Hari membahagiakan tiba. Hari dimana Alvin akan melakukan operasi cangkok mata. Ada pendonor yang berbaik hati yang ingin mendonorkan separuh dari dirinya untuk Alvin. Bunda, Shilla dan Sivia harap-harap cemas didepan ruang Alvin dioperasi. Bunda meracau tak jelas, dan menyebut-nyebut namaku. Sepertinya ia sangat ingin memarahiku.
Operasi berjalan dengan lancer, tanpa ada hambatan sedikitpun. Alvin bisa melihat lagi. Rio berjalan menghampiri keluargaku. Dia memeluk adikku Sivia dan Shilla.
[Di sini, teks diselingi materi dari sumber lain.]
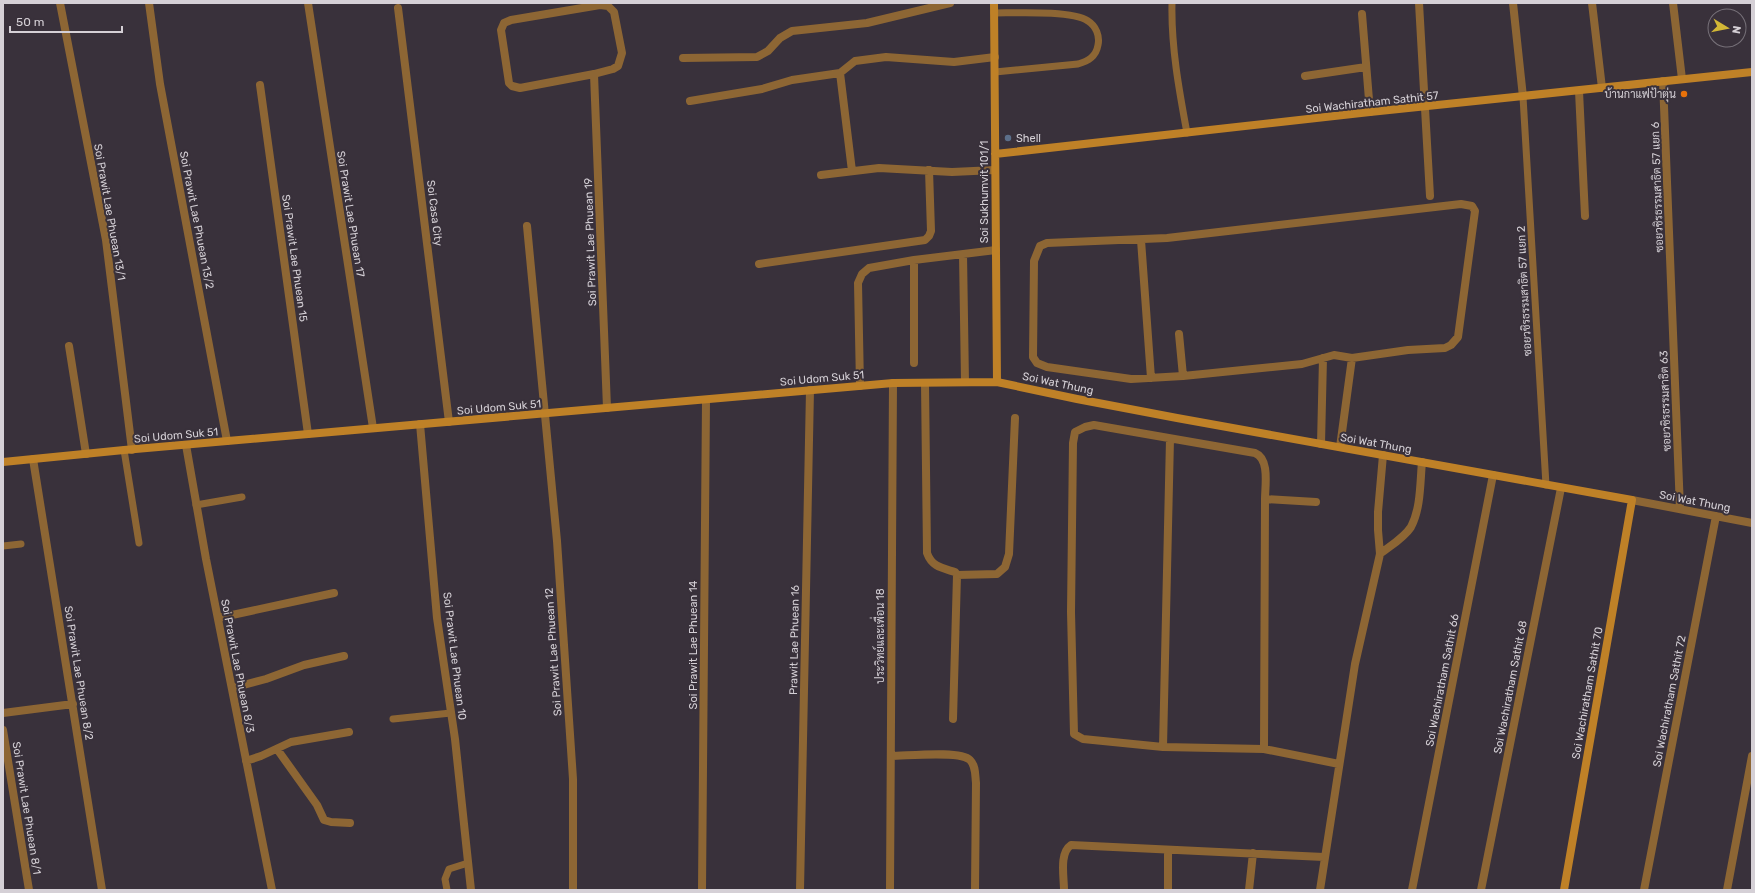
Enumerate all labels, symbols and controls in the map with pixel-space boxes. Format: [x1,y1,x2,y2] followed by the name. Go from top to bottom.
[10,8,122,34] scale bar
[1707,8,1747,48] north arrow
[16,15,44,29] text: 50 m
[1729,25,1743,35] text: N
[1604,87,1676,103] place label: บ้านกาแฟป้าตุ่น
[1305,89,1440,116] street label: Soi Wachiratham Sathit 57
[1679,89,1689,99] marker: บ้านกาแฟป้าตุ่น
[1649,121,1666,253] street label: ซอยวชิรธรรมสาธิต 57 แยก 6
[1016,132,1041,145] place label: Shell
[1003,133,1013,143] marker: Shell
[978,141,991,243] street label: Soi Sukhumvit 101/1
[91,143,128,281] street label: Soi Prawit Lae Phuean 13/1
[177,150,216,290] street label: Soi Prawit Lae Phuean 13/2
[334,150,367,278] street label: Soi Prawit Lae Phuean 17
[582,178,599,306] street label: Soi Prawit Lae Phuean 19
[424,179,445,247] street label: Soi Casa City
[279,194,310,323] street label: Soi Prawit Lae Phuean 15
[1515,225,1534,357] street label: ซอยวชิรธรรมสาธิต 57 แยก 2
[1657,350,1674,452] street label: ซอยวชิรธรรมสาธิต 63
[779,368,865,389] street label: Soi Udom Suk 51
[1021,370,1095,397] street label: Soi Wat Thung
[456,397,542,418] street label: Soi Udom Suk 51
[133,425,219,446] street label: Soi Udom Suk 51
[1339,431,1413,456] street label: Soi Wat Thung
[1658,488,1732,515] street label: Soi Wat Thung
[687,580,700,709] street label: Soi Prawit Lae Phuean 14
[787,584,802,695] street label: Prawit Lae Phuean 16
[543,587,564,716] street label: Soi Prawit Lae Phuean 12
[869,588,887,684] street label: ประวิทย์และเพื่อน 18
[440,591,469,721] street label: Soi Prawit Lae Phuean 10
[218,598,257,735] street label: Soi Prawit Lae Phuean 8/3
[61,605,96,741] street label: Soi Prawit Lae Phuean 8/2
[1423,612,1462,748] street label: Soi Wachiratham Sathit 66
[1491,619,1530,755] street label: Soi Wachiratham Sathit 68
[1569,626,1606,760] street label: Soi Wachiratham Sathit 70
[1650,634,1689,768] street label: Soi Wachiratham Sathit 72
[10,741,43,875] street label: Soi Prawit Lae Phuean 8/1

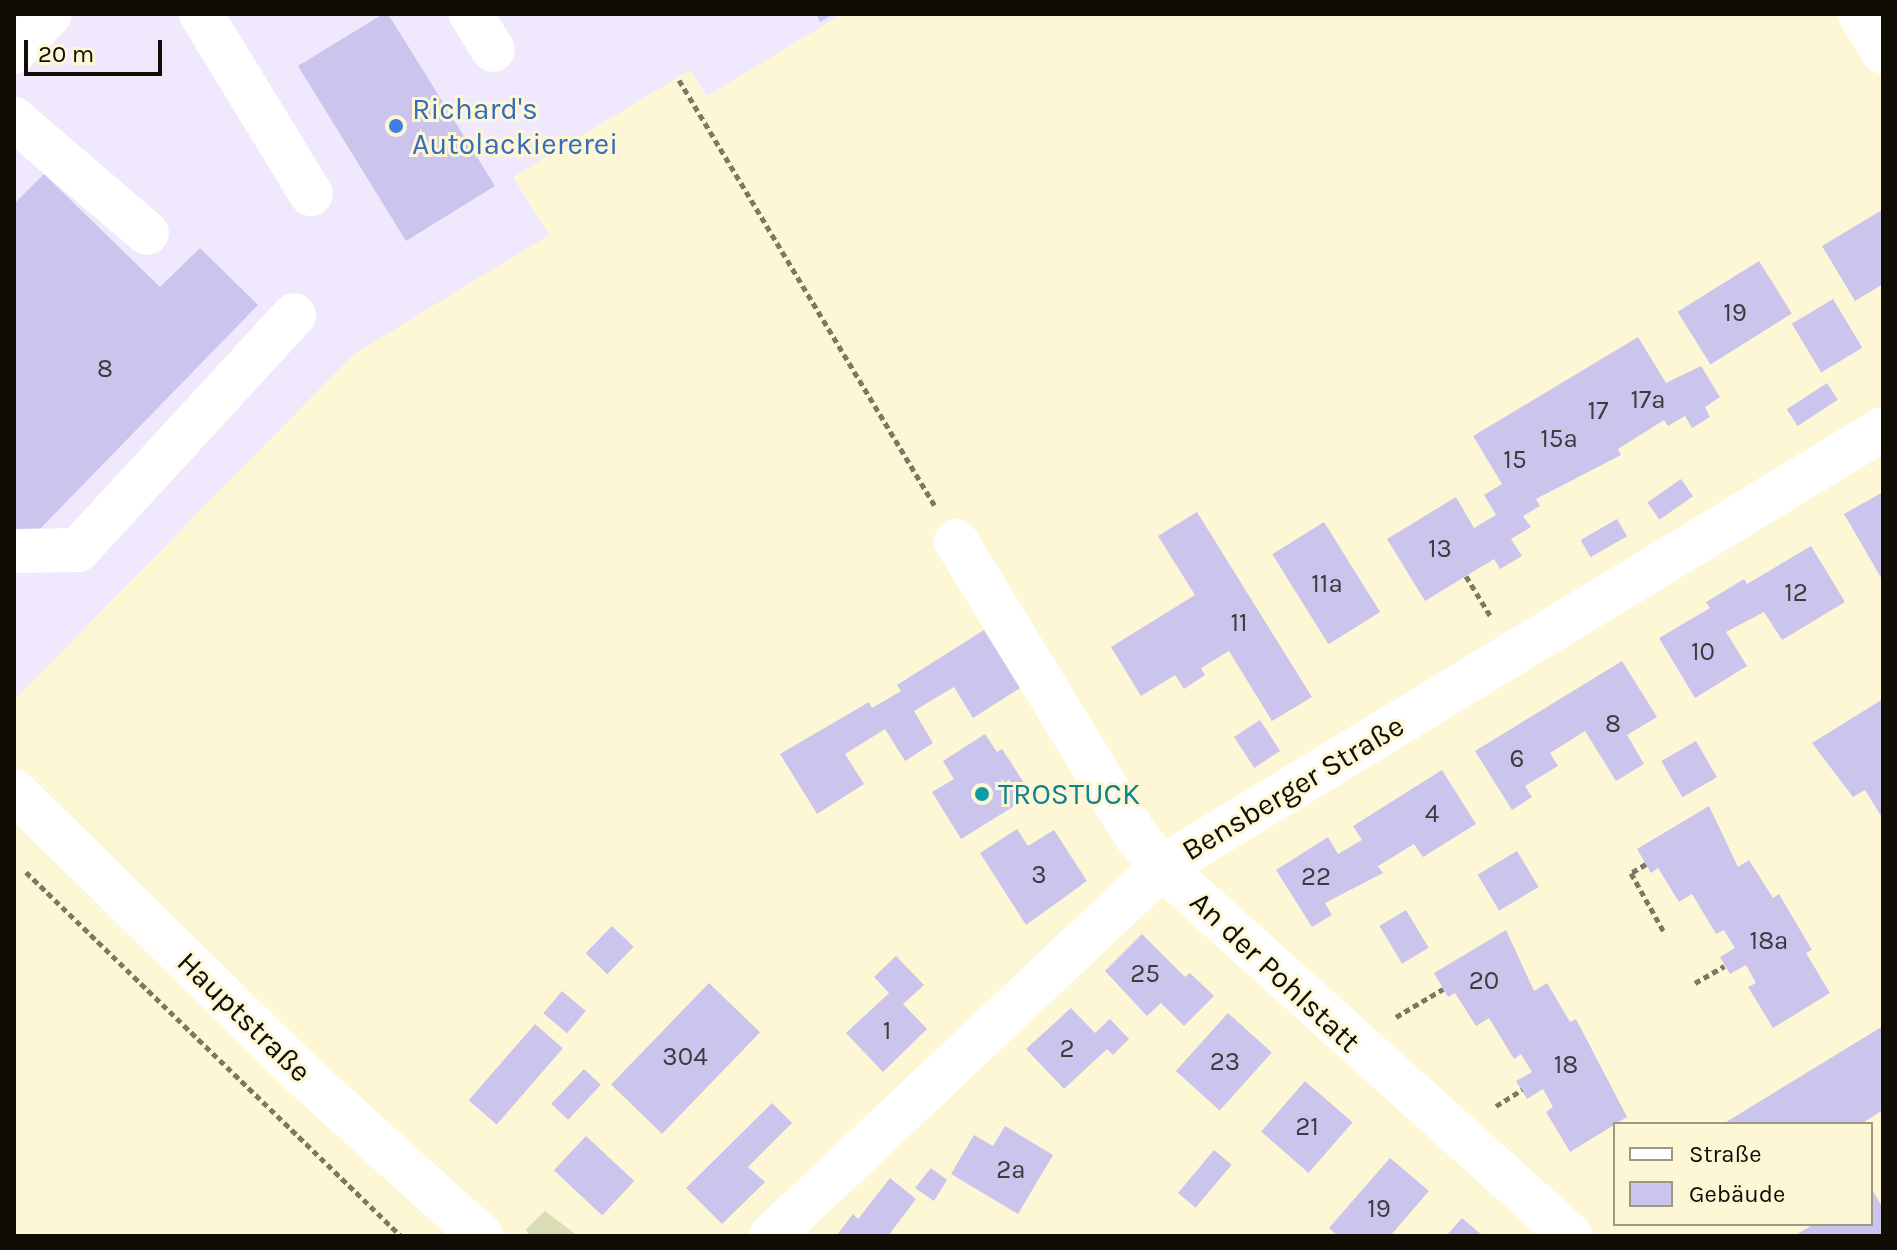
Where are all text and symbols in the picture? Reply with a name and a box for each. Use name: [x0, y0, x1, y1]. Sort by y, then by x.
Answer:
scale bar: [28, 24, 166, 74]
text: 20 m: [38, 40, 94, 68]
place label: Richard's Autolackiererei: [412, 91, 618, 162]
marker: Richard's Autolackiererei: [387, 117, 405, 135]
house number: 19: [1723, 297, 1747, 329]
house number: 8: [97, 353, 113, 385]
house number: 17a: [1630, 384, 1666, 416]
house number: 17: [1588, 395, 1608, 427]
house number: 15a: [1540, 423, 1578, 455]
house number: 15: [1503, 444, 1527, 476]
house number: 13: [1428, 533, 1452, 565]
house number: 11a: [1311, 568, 1343, 600]
house number: 12: [1784, 577, 1808, 609]
house number: 11: [1230, 607, 1248, 639]
house number: 10: [1691, 636, 1715, 668]
street label: Bensberger Straße: [1176, 708, 1410, 868]
house number: 8: [1605, 708, 1621, 740]
house number: 6: [1510, 743, 1524, 775]
place label: TROSTUCK: [998, 776, 1140, 812]
marker: TROSTUCK: [973, 785, 991, 803]
house number: 4: [1425, 798, 1439, 830]
house number: 3: [1031, 859, 1047, 891]
house number: 22: [1301, 861, 1331, 893]
street label: An der Pohlstatt: [1183, 884, 1367, 1060]
house number: 18a: [1750, 925, 1788, 957]
street label: Hauptstraße: [170, 944, 318, 1090]
house number: 25: [1130, 958, 1160, 990]
house number: 20: [1469, 965, 1499, 997]
house number: 1: [883, 1015, 891, 1047]
house number: 2: [1059, 1033, 1075, 1065]
house number: 304: [662, 1041, 708, 1073]
house number: 23: [1210, 1046, 1240, 1078]
house number: 18: [1554, 1049, 1578, 1081]
house number: 21: [1295, 1111, 1319, 1143]
legend: [1613, 1122, 1873, 1226]
text: Straße: [1689, 1140, 1761, 1168]
house number: 2a: [996, 1154, 1026, 1186]
text: Gebäude: [1689, 1180, 1785, 1208]
house number: 19: [1367, 1193, 1391, 1225]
“kak…kak Ify mana?” Tanya Via. Rio menunduk, tak ingin menampakkan kesedihannya terlalu mendalam. Lantas ia mengambil handphone dari saku celananya, dan memperlihatkan sebuah foto yang bergambar senyum terakhirku saat sebelum melakukan operasi.


“Ify yang mendonorkan matanya untuk Alvin.” Semua menoleh kearah Rio, alvinpun demikian, ia sudah siuman.


“bohong! Kak Ify masih adakan?” Tanya Alvin lemah. Ia menitikkan air mata.


“aku tidak pernah berbohong. Kalau kalian tidak percaya, aku antarkan menuju tempat peristirahatan terakhirnya.”
Semua percaya, tentu saja. Mana mungkin seorang Mario berbohong. Bunda terlihat sangat terpukul, tangisnya pecah. Ia menyerukan namaku, tetapi bukan untuk dimarahinya. Alvin, yang tadinya begitu angkuh kini menangis tersedu. Rio masih terus menenangkan kedua adik perempuanku, dan menyatakan rasa suka pada Shilla, walaupun terlihat sangat tidak tulus dari kata-katanya.




***




Tuhan memang selalu adil atas semua takdirnya,

Ia tak pernah membandingkan yang cacat dengan yang sempurna.

Tuhan sangat menyayangiku.

Lihat saja takdirnya begitu indah terlukis untukku.


Pengorbanan.

Satu sisi malaikat yang tertanam dihati manusia.

Pernahkah kau berkorban untuk orang disekelilingmu?

Pernah?

Ku berikan aplouse besar-besaran untukmu.